In ancient Greek mythology, the hero Perseus slayed the Gorgon Medusa, cutting off her snake-haired head and placing it in a magical bag. As he carried his dripping trophy triumphantly back home through North Africa, he heard the cries of the Ethiopian Princess Andromeda, tied up as a sacrifice to a great sea monster. After rescuing his future wife and slaying yet another beast, Perseus wearily rested on the shores of the Red Sea (or, in some versions, the Mediterranean). As the waves lapped at the bag, Medusa’s blood seeped into the water, turning soft green seaweed into hard, blood-red coral whose shape echoed its snake-haired mother. Born of the blood of a monster, coral is said to protect against evil influences.
Though corals naturally occur in many shades, from pink to white to black, the original coral that was prized around the world was red korallion. But as the world of civilized trade expanded beyond the reaches of the Mediterranean, the vast range of coral colors became diluted from the bloody red it once was. As a color, coral is nearly inseparable from its nautical namesake. But today, we know coral as a specific shade of orange-pink. Perhaps the further from its brutal origin story coral went, the softer and more innocent its color became.
Coral in nature
Before coral was identified as the hard skeleton secreted by living marine polyps, it was thought to be a precious stone. The Hebrews called it goral, meaning “small pebble,” reports the Etymology Online Dictionary.

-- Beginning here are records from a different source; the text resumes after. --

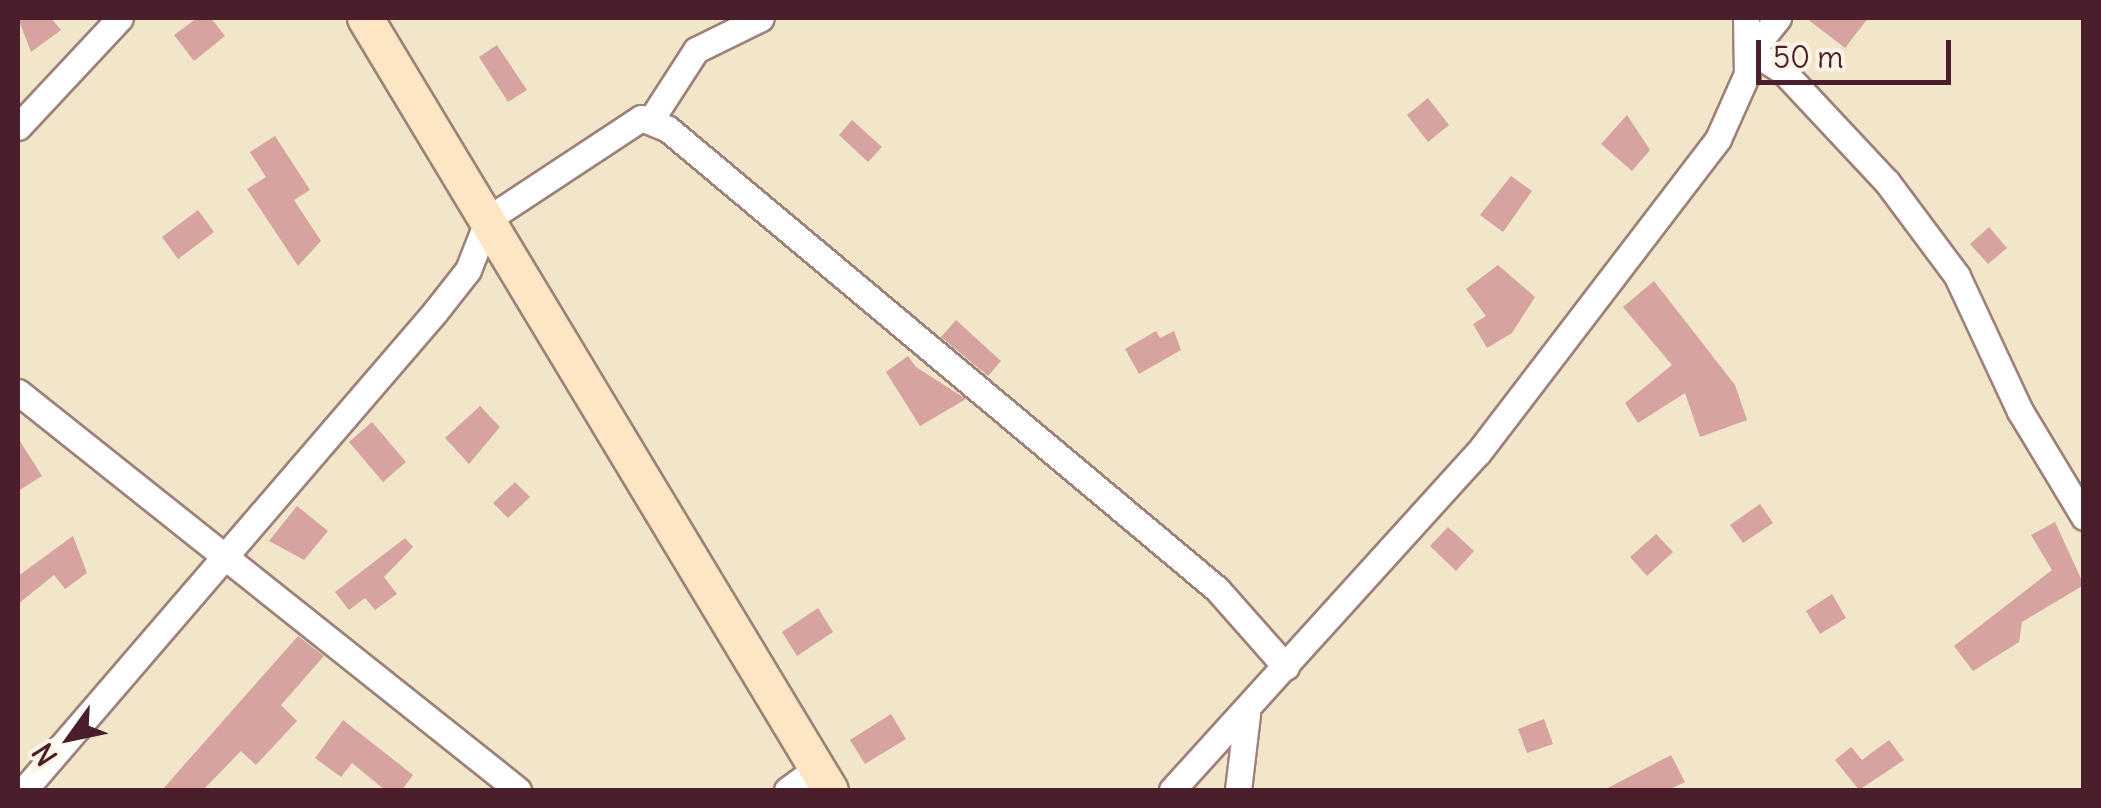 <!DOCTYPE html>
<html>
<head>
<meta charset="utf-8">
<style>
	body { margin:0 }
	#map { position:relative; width:2101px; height:808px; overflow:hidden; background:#f2e6ca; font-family:Delius,sans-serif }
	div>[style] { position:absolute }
	.building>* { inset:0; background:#d6a3a1 }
	.roads { filter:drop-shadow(2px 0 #9e827a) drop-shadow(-2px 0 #9e827a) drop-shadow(0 2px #9e827a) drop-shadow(0 -2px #9e827a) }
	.street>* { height:25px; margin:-12.5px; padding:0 12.5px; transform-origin:12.5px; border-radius:12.5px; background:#fff }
	.secondary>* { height:35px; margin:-17.5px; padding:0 17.5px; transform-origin:17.5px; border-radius:17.5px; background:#fce6c4 }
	span { translate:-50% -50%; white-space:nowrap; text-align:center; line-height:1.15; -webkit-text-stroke:8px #fcf5e5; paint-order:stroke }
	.frame { position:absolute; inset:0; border:20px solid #4a1f2b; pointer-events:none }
	.north { position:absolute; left:20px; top:688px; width:100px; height:100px; -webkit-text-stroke:8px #fcf5e5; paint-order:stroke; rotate:237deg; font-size:28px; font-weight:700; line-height:40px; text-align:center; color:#4a1f2b }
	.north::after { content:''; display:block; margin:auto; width:35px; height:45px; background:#4a1f2b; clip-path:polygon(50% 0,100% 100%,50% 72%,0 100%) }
	.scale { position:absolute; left:1756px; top:40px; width:195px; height:45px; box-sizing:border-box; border:5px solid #4a1f2b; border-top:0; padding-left:12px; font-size:30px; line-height:35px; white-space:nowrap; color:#4a1f2b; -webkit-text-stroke:8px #fcf5e5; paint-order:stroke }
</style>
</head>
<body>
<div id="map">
	<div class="building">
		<i style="clip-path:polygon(18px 18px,51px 18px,61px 30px,31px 52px)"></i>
		<i style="clip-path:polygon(197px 18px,211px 18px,225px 36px,194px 61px,174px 35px)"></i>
		<i style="clip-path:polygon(1806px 18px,1868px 18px,1845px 48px)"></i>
		<i style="clip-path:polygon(497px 45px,527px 90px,508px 102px,479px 57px)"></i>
		<i style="clip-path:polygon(1428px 98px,1449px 125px,1428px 142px,1407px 115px)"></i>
		<i style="clip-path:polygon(1627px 115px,1650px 150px,1632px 171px,1601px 144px)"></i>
		<i style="clip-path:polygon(852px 120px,882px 147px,868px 162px,839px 135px)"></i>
		<i style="clip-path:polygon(275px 136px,310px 190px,294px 200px,321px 241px,298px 266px,247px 189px,266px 177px,250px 152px)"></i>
		<i style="clip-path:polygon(1511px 176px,1532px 191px,1503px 232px,1480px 215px)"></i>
		<i style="clip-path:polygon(198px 210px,214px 232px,178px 259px,162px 237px)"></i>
		<i style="clip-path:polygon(1989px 227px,2007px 248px,1988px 264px,1970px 244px)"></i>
		<i style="clip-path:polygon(1498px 265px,1535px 297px,1512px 333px,1487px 348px,1473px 324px,1486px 316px,1466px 289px)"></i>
		<i style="clip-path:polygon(1654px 281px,1735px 385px,1747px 420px,1700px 437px,1685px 393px,1638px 423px,1625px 403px,1672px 365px,1623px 307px)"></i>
		<i style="clip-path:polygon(956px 320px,1001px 361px,988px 376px,941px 337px)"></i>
		<i style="clip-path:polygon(1156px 331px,1160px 338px,1174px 331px,1181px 350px,1139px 374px,1125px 349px)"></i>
		<i style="clip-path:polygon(908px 356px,916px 367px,966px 399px,920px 426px,886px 372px)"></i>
		<i style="clip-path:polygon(480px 406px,500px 427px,469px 464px,445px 438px)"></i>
		<i style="clip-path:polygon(372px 422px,406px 462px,383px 482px,349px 442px)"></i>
		<i style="clip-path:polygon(18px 438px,42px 476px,18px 491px)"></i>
		<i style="clip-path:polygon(515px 482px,530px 497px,508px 518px,493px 503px)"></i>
		<i style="clip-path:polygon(1760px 504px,1773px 523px,1743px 543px,1730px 525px)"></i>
		<i style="clip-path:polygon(297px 506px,328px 531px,304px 560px,269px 541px)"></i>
		<i style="clip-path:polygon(2055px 522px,2084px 585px,2022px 622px,2019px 642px,1973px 671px,1954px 646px,2052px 570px,2031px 535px)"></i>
		<i style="clip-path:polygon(1448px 527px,1474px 551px,1456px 571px,1430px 546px)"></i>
		<i style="clip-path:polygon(1656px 534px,1673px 552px,1647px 576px,1630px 557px)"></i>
		<i style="clip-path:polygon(73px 536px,87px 573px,65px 589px,54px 575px,18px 604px,18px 576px)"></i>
		<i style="clip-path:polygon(405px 538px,413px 547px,384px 577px,397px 594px,375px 610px,365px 598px,349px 610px,335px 592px)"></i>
		<i style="clip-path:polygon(1832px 594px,1846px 618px,1820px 634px,1806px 611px)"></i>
		<i style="clip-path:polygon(818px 608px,833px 632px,797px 656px,782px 632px)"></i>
		<i style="clip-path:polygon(298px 636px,324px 656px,281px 705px,297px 721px,256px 765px,241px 751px,203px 790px,162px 790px)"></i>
		<i style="clip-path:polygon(891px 714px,906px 739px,865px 764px,850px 740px)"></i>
		<i style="clip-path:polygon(1544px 719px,1553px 744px,1527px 753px,1518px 729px)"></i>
		<i style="clip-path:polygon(343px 720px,413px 775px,402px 790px,385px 790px,352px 763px,341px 777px,315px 758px)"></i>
		<i style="clip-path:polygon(1889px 740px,1904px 760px,1859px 790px,1835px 760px,1851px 747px,1862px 760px)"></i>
		<i style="clip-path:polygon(1671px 755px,1685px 782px,1668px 790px,1604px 790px)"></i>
	</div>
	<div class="roads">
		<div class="street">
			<i style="left:1778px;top:18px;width:43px;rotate:129.3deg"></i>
			<i style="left:1751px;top:51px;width:38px;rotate:32deg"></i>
			<i style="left:1783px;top:71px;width:152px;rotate:46.9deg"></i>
			<i style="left:1887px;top:182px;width:117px;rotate:53.3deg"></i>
			<i style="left:1957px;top:276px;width:149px;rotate:65deg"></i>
			<i style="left:2020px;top:411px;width:124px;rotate:58.9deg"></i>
			<i style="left:652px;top:118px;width:81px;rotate:-57.1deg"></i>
			<i style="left:696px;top:50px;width:72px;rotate:-26.2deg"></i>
			<i style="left:18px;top:127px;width:149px;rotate:-46.9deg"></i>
			<i style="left:18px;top:392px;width:639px;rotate:38.52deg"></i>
			<i style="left:24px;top:790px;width:630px;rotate:-49.31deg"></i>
			<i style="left:435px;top:312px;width:53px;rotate:-51.8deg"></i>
			<i style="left:468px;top:270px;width:55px;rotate:-68.6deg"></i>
			<i style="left:488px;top:219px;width:183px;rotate:-33.4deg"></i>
			<i style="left:641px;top:118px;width:29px;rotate:22deg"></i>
			<i style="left:668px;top:129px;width:716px;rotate:39.96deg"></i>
			<i style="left:1217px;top:589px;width:104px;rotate:48.5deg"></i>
			<i style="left:787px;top:790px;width:36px;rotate:-36deg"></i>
			<i style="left:1172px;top:790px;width:455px;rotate:-47.8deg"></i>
			<i style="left:1478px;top:453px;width:395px;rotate:-52.6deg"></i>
			<i style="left:1718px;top:139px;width:71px;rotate:-66deg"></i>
			<i style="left:1747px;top:74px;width:56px;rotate:-91deg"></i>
			<i style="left:1238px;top:790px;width:77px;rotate:-83.2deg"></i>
		</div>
		<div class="secondary">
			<i style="left:365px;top:18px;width:901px;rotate:58.94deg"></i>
		</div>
	</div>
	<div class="frame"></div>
	<div class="north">N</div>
	<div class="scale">50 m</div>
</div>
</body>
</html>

Coral reefs are teaming with vibrant, exuberant life, which is reflected in the energy and brightness of the color coral. Warm sandy beaches and tropical sunsets are colored coral, as well as tropical fish like the hawkfish. It lends its name to the Coral Sea off the coast of Australia.
Looking beyond the ocean, coral is found in flowers like roses, impatiens, peonies, dahlias, and, of course, orchids. It also lends its name to the rosy-flowered Indian Coral Tree. Several citrus fruits are tinted coral—grapefruits, pomelos, and the tropical rambutan.
In the zoological world, coral hues are often courtesy of diet. Flamingo and salmon are both colored by the small fish and crustaceans they eat, reports the Smithsonian. Nudibranchs, too, are pigmented by the corals and jellyfish they eat, while canary birds’ feathers flush coral when they eat spices like paprika or peppers. But coral also functions as a warning color in the animal kingdom—the venomous coral snake and the jellyfish are prime examples.
Coral in fashion and art
Regardless of its mythological significance, wearing jewelry fashioned from coral was popular in most cultures, including Spain, Europe, Asia. Introduced to valuable coral from invading Spaniards, many Native American tribes adapted it to traditional use, pairing it with turquoise for a striking ornament said to protect from evil spirits.
In art, the color coral is the perfect foil to dark blacks or deep blues. Depending on its context, coral can make a bold statement (as in Georgia O'Keeffe “Oriental Poppies”) or create an unsettling mood (see Edvard Munch’s “The Scream”). In fact, much of Munch’s work uses coral as a shocking punch of color juxtaposed against dark backgrounds.
Coral is having a moment, thanks to the Pantone Color Institute. Chosen as Pantone’s 2019 Color of the Year, “Living Color” graces everything from catwalks to cars, to say nothing of housewares and home walls. By choosing coral, Pantone aims to make an environmental statement as much as a color statement; the alarming rate of coral reef decline consistently makes the news and has resulted in a flood of reef-safe sunscreen brands.
Around the turn of the nineteenth century, Coral was a popular woman’s name. Perhaps the trendy color will help the feminine name rise in popularity once again.
Coral in branding
A shade in-between pink and orange, coral adopts characteristics from each. It borrows its pleasing golden undertones and femininity from pink, while orange lends its punchy exuberance. Coral is closely related to salmon and peach, with the key difference lying in their undertones. Peach, soft yellow-orange with a touch of pink, intensifies into salmon, bright pink with a hint of yellow. Salmon brightens into the orangey pink of coral.
Feminine coral is perfect for cosmetics packaging and beauty-related branding. For inspiration, look to accessories and textile brand Orla Keily, which uses coral as a signature color in its retro-inspired punchy prints.
Coral’s organic, earthy connotations are especially appealing to consumers seeking all-natural solutions in food, cosmetics, or even healthcare. We also like coral for food and beverage packaging since it borrows the appetite-stimulating qualities of red and orange.
Coral offers brands an accessible, welcoming hue with the same appeal as its tropical namesake; it’s vibrant, full of life, and inspires curiosity. Though we can’t vouch for its protection against evil influences, it certainly has a way of cheering us up.